(Saved entries)
+++++

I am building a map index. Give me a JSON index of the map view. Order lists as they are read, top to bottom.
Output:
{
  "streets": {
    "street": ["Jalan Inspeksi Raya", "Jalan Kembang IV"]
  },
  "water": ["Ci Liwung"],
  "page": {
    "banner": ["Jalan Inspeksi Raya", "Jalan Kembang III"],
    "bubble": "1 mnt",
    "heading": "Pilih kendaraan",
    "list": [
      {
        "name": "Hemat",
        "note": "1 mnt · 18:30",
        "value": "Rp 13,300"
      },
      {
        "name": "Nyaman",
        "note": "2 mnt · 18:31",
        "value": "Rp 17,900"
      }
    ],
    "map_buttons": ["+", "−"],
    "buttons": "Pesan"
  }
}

+++++

**YOUR ASSIGNMENT**
In the lines above, every record is to be repeated exactly.

**RESPONSE FOR THIS EXERCISE**
I am building a map index. Give me a JSON index of the map view. Order lists as they are read, top to bottom.
Output:
{
  "streets": {
    "street": ["Jalan Inspeksi Raya", "Jalan Kembang IV"]
  },
  "water": ["Ci Liwung"],
  "page": {
    "banner": ["Jalan Inspeksi Raya", "Jalan Kembang III"],
    "bubble": "1 mnt",
    "heading": "Pilih kendaraan",
    "list": [
      {
        "name": "Hemat",
        "note": "1 mnt · 18:30",
        "value": "Rp 13,300"
      },
      {
        "name": "Nyaman",
        "note": "2 mnt · 18:31",
        "value": "Rp 17,900"
      }
    ],
    "map_buttons": ["+", "−"],
    "buttons": "Pesan"
  }
}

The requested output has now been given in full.